During your trip, it’s vital that you bear in mind some main points to respect the virgin Galapagos habitats.
- Respect the animals – you will see amazing endemic species, like the marine iguana and the different sea birds; for their safety and your own, keep your distance. Even minor interactions with them can change their lifestyle, in turn affecting the entire ecosystem.
- Helping a finch get food/ giving it food can handicap later generations when they are not taught how to get it for themselves.
- A mother sea lion will not return to her baby if it has the scent of a person who has touched it, and the baby will therefore be abandoned and die.
- These are just a few examples of the severe impact human interaction can have on the ecosystem.
- o When in doubt, stay out.
- Leave no trace.

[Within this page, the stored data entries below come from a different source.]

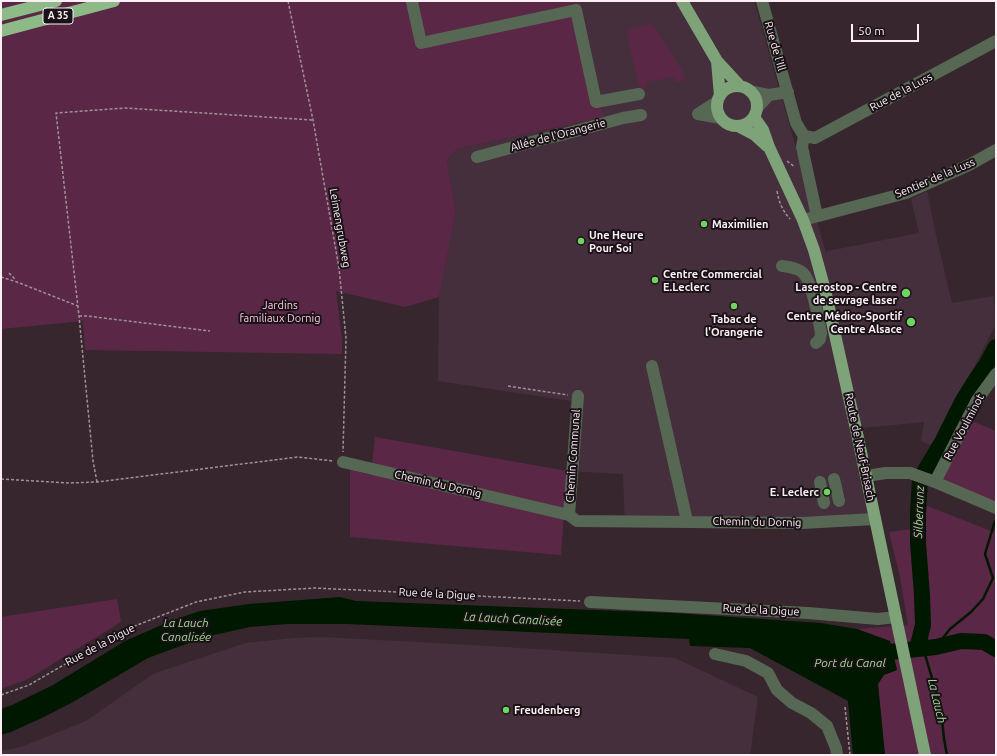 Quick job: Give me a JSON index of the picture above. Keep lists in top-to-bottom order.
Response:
{
  "streets": {
    "highway": ["A 35"],
    "main road": ["Route de Neuf-Brisach"],
    "street": [
      "Rue de l'Ill",
      "Rue de la Luss",
      "Allée de l'Orangerie",
      "Sentier de la Luss",
      "Rue Voulminot",
      "Chemin Communal",
      "Chemin du Dornig",
      "Rue de la Digue"
    ],
    "path": ["Leimengrubweg"]
  },
  "crossings": [
    ["Rue de l'Ill", "Rue de la Luss"],
    ["Sentier de la Luss", "Route de Neuf-Brisach"],
    ["Leimengrubweg", "Chemin du Dornig"],
    ["Route de Neuf-Brisach", "Chemin du Dornig"],
    ["Route de Neuf-Brisach", "Rue de la Digue"],
    ["Chemin Communal", "Chemin du Dornig"]
  ],
  "water": [
    "Silberrunz",
    "La Lauch Canalisée",
    "Port du Canal",
    "La Lauch"
  ],
  "parks": ["Jardins familiaux Dornig"],
  "places": [
    "Maximilien",
    "Une Heure Pour Soi",
    "Centre Commercial E.Leclerc",
    "Laserostop - Centre de sevrage laser",
    "Tabac de l'Orangerie",
    "Centre Médico-Sportif Centre Alsace",
    "E. Leclerc",
    "Freudenberg"
  ],
  "scale_bar": "50 m"
} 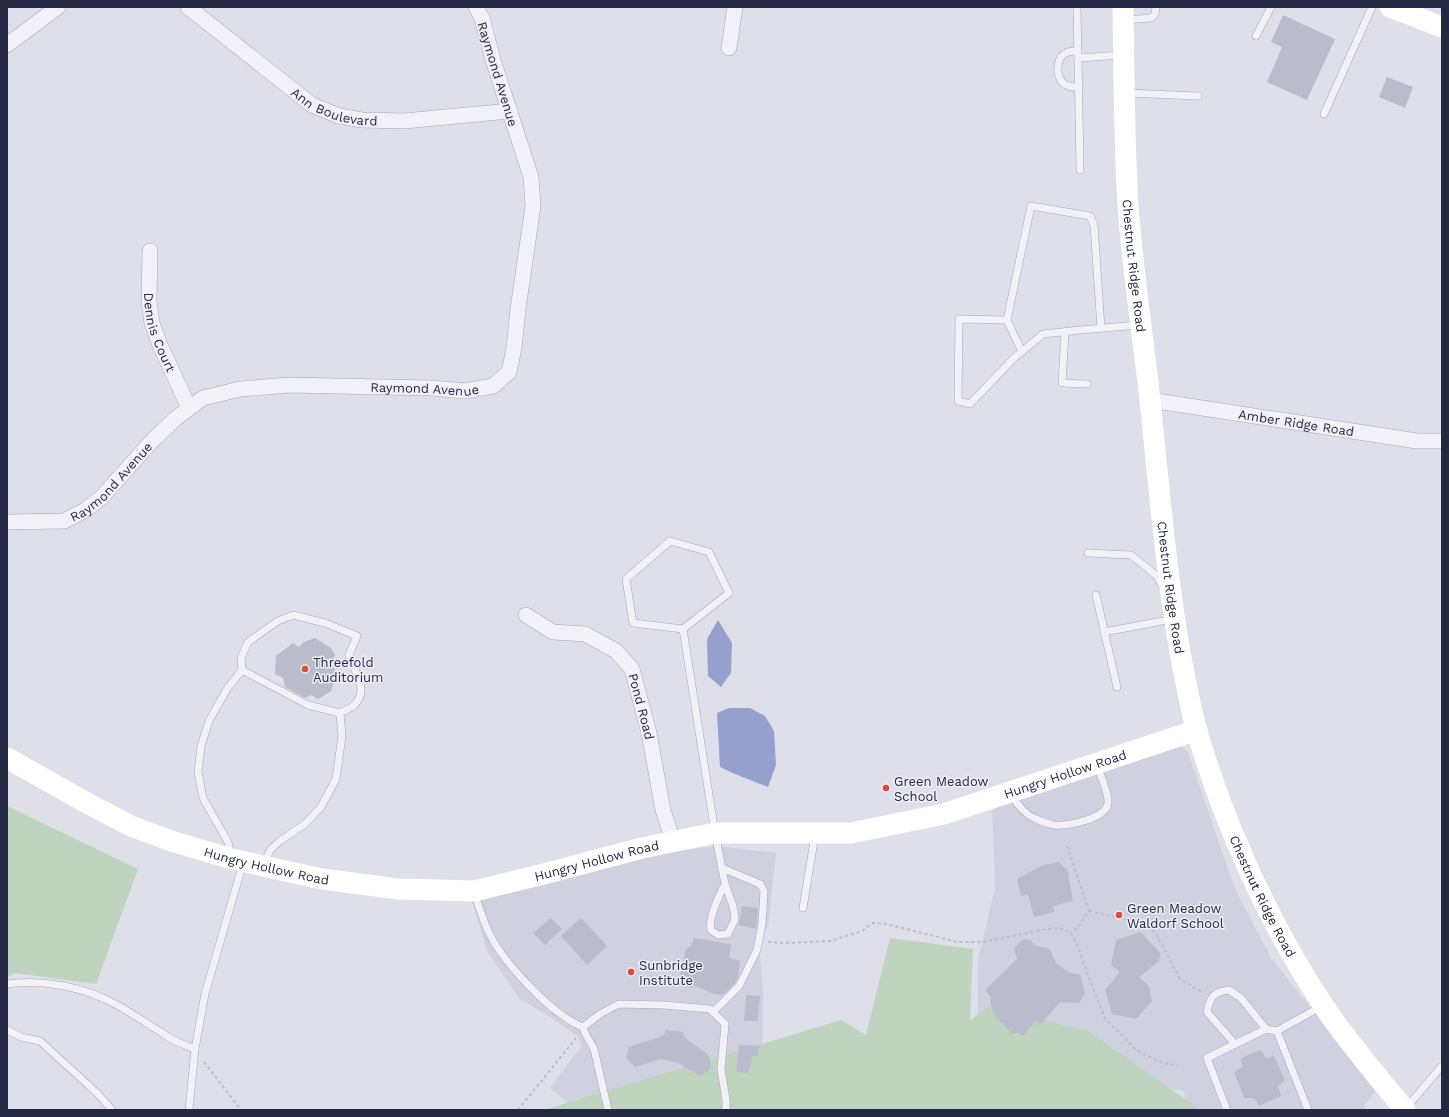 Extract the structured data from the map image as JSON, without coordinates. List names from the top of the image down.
{
  "streets": {
    "street": [
      "Raymond Avenue",
      "Ann Boulevard",
      "Chestnut Ridge Road",
      "Dennis Court",
      "Amber Ridge Road",
      "Pond Road",
      "Hungry Hollow Road"
    ]
  },
  "crossings": [
    ["Raymond Avenue", "Ann Boulevard"],
    ["Raymond Avenue", "Dennis Court"],
    ["Chestnut Ridge Road", "Amber Ridge Road"],
    ["Chestnut Ridge Road", "Hungry Hollow Road"],
    ["Pond Road", "Hungry Hollow Road"]
  ],
  "places": [
    "Threefold Auditorium",
    "Green Meadow School",
    "Green Meadow Waldorf School",
    "Sunbridge Institute"
  ]
} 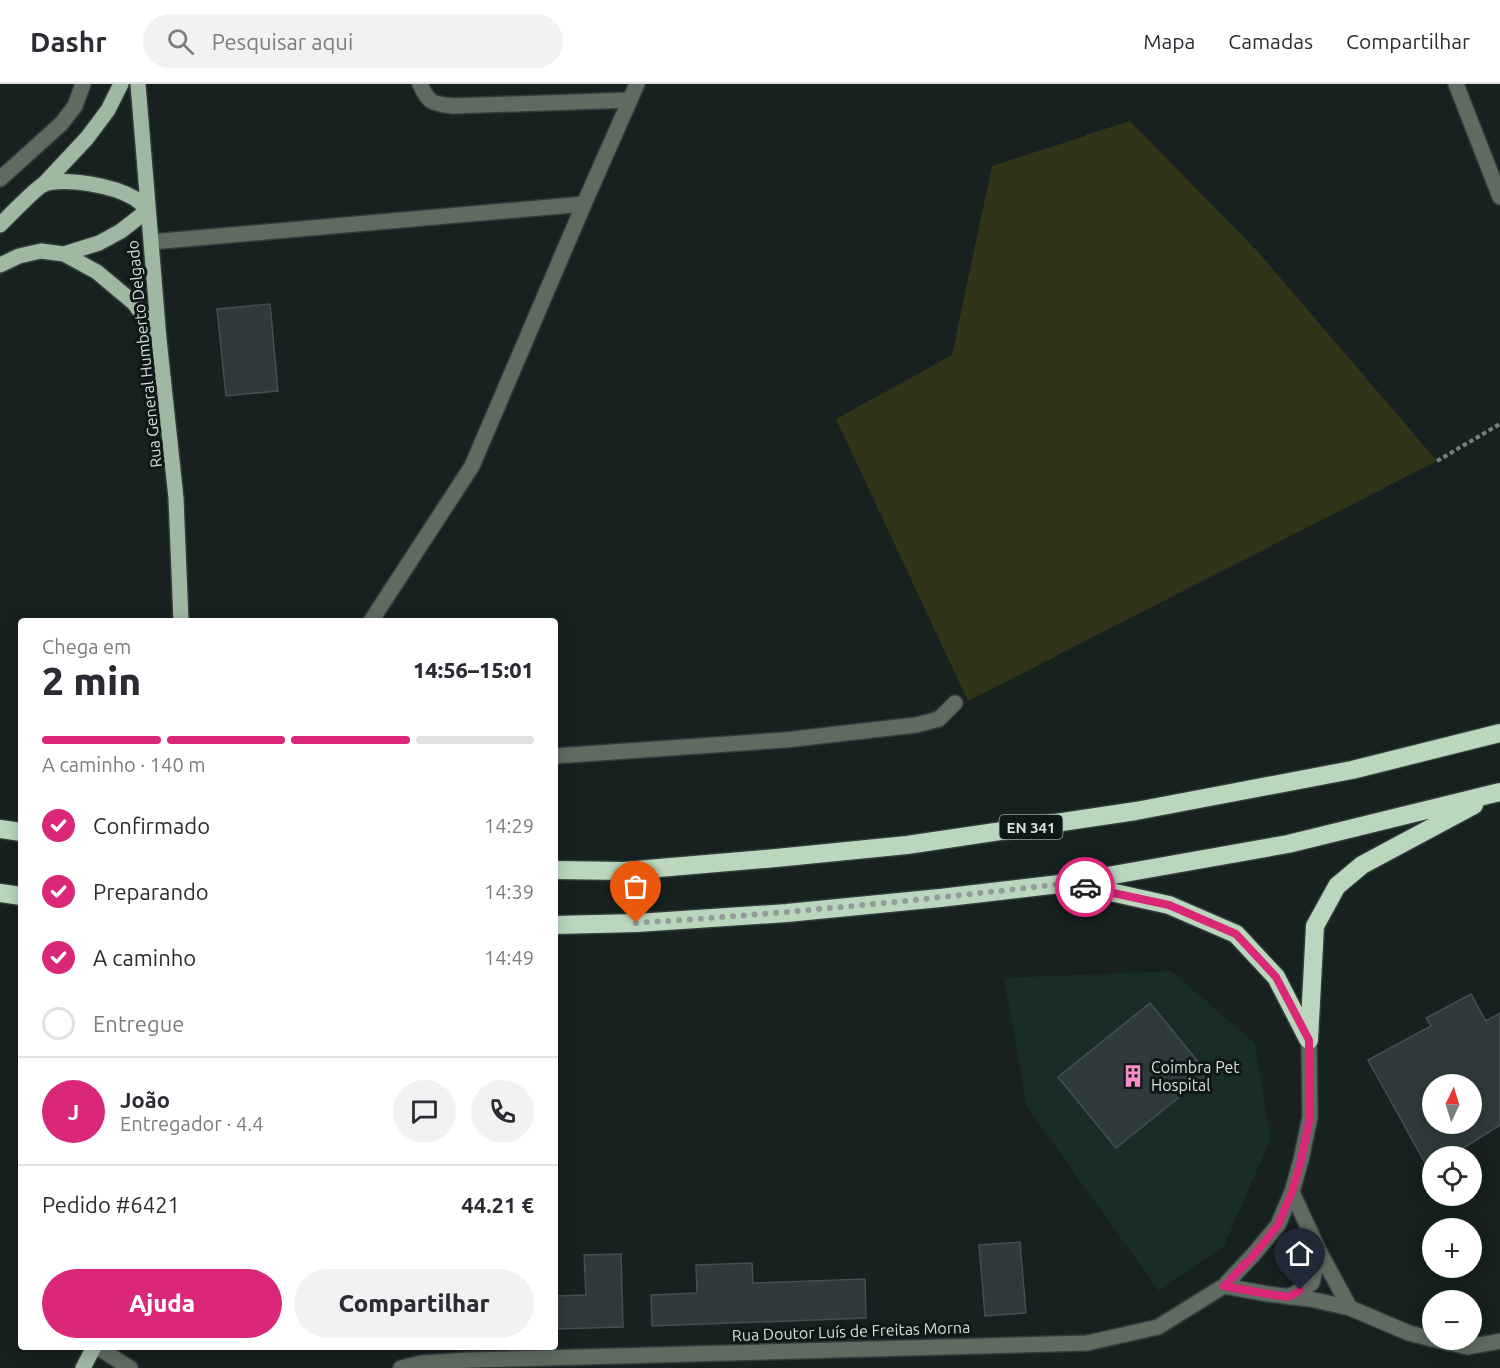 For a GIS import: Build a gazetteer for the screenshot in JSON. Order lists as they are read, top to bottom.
{
  "streets": {
    "highway": ["EN 341"],
    "main road": ["Rua General Humberto Delgado"],
    "street": ["Rua Doutor Luís de Freitas Morna"]
  },
  "places": {
    "building": ["Coimbra Pet Hospital"]
  },
  "north": "top",
  "page": {
    "header": "Dashr",
    "search": "Pesquisar aqui",
    "nav": ["Mapa", "Camadas", "Compartilhar"],
    "heading": ["2 min", "Chega em", "14:56–15:01"],
    "panel": [
      "João",
      "Entregador · 4.4",
      "Pedido #6421",
      "44.21 €"
    ],
    "bar": "A caminho · 140 m",
    "list": [
      ["Confirmado", "14:29"],
      ["Preparando", "14:39"],
      ["A caminho", "14:49"],
      "Entregue"
    ],
    "map_buttons": ["+", "−"],
    "round": "J",
    "buttons": ["Ajuda", "Compartilhar"]
  }
} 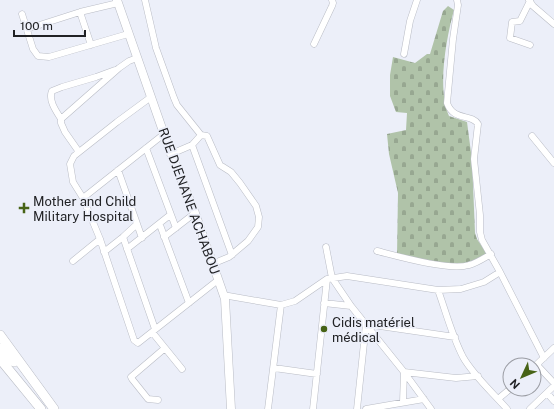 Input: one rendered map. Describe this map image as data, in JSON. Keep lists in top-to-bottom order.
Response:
{
  "streets": {
    "main road": ["RUE DJENANE ACHABOU"]
  },
  "places": {
    "health": ["Mother and Child Military Hospital"],
    "other": ["Cidis matériel médical"]
  },
  "scale_bar": "100 m",
  "north": "bottom left"
} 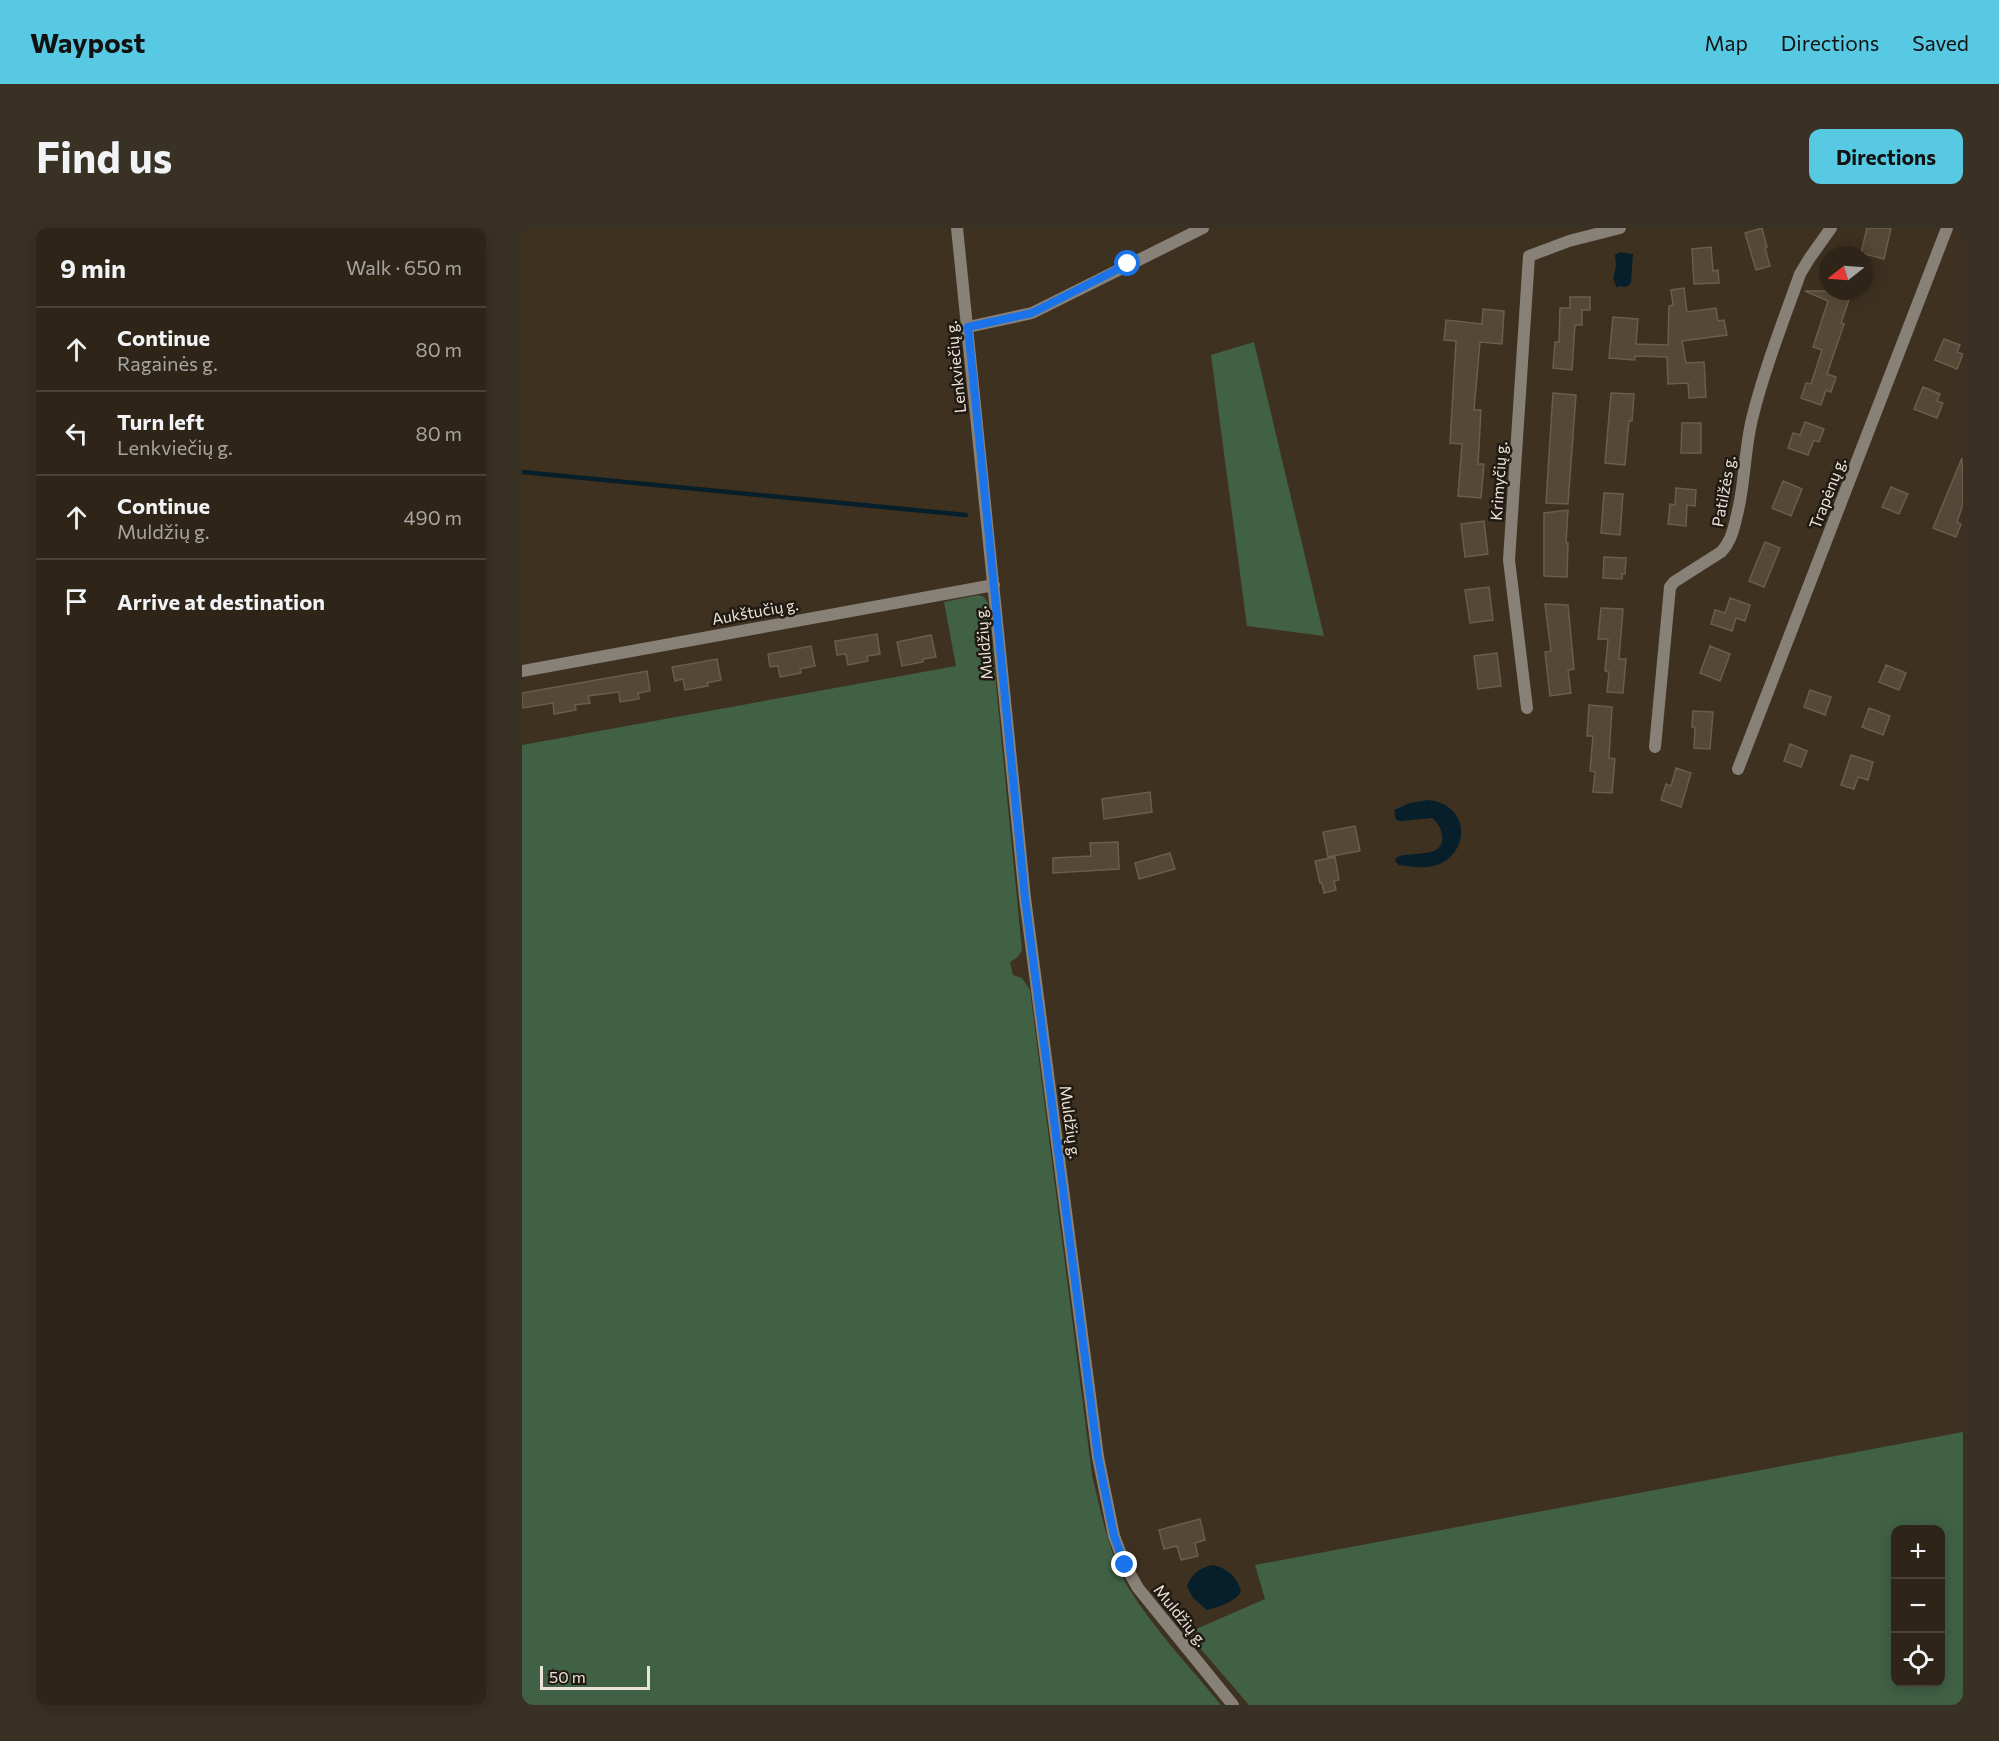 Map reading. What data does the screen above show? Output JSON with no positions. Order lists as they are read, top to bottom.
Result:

This is the simplest guideline, but the most fundamental. At the heart of all conservation efforts is the idea that you should leave a natural environment as you found it. As you will discover on your trip to the Galapagos, part of what makes these Islands so amazing is how after years of tourism, they still look as pure as the day they emerged from the sea. Do your part in keeping them that way.
- Don’t leave the trail or road. The National Park spends most of its time and energy maintaining tourist sites, so don’t deviate from the established path, and stick to the trail.
- Buy local products to support the Galapagos economy.
- Never ever remove anything from a natural environment in the Galapagos. In fact, it’s illegal and it will be confiscated at the airport if you are caught with something taken from the Islands.
- Follow the National Park’s guidelines.
Conservation beyond your vacation
Once you’ve visited these sacred islands and seen the preciously fragile ecosystems, you have a responsibility to continue respecting the eco-friendly practices that you learn about during your experience.
At Columbus Travel, we believe that sustainability comes in two forms: Environmental conservation and Responsible economic practices. All of our trips are designed to comply with the highest global standards of conservation and social sustainability. After your Galapagos excursion, there are a couple things to keep in mind to extend your experience into your everyday life.
Environmentally, you should continue to buy “green” products and reduce your waste whenever possible. As you will see in the Galapagos ecosystems, water is a truly precious resource, and not wasting it is extremely important for our planet’s health. Responsible consumption of electricity is another way you can help protect ecosystems like the Galapagos – when carbon emissions rise and lead to global warming, the impact on the world’s most precariously balanced habitats are hardest-felt.
In terms of supporting the local economy, organic, locally produced or grown products, and especially those with the Fairtrade mark, are the best.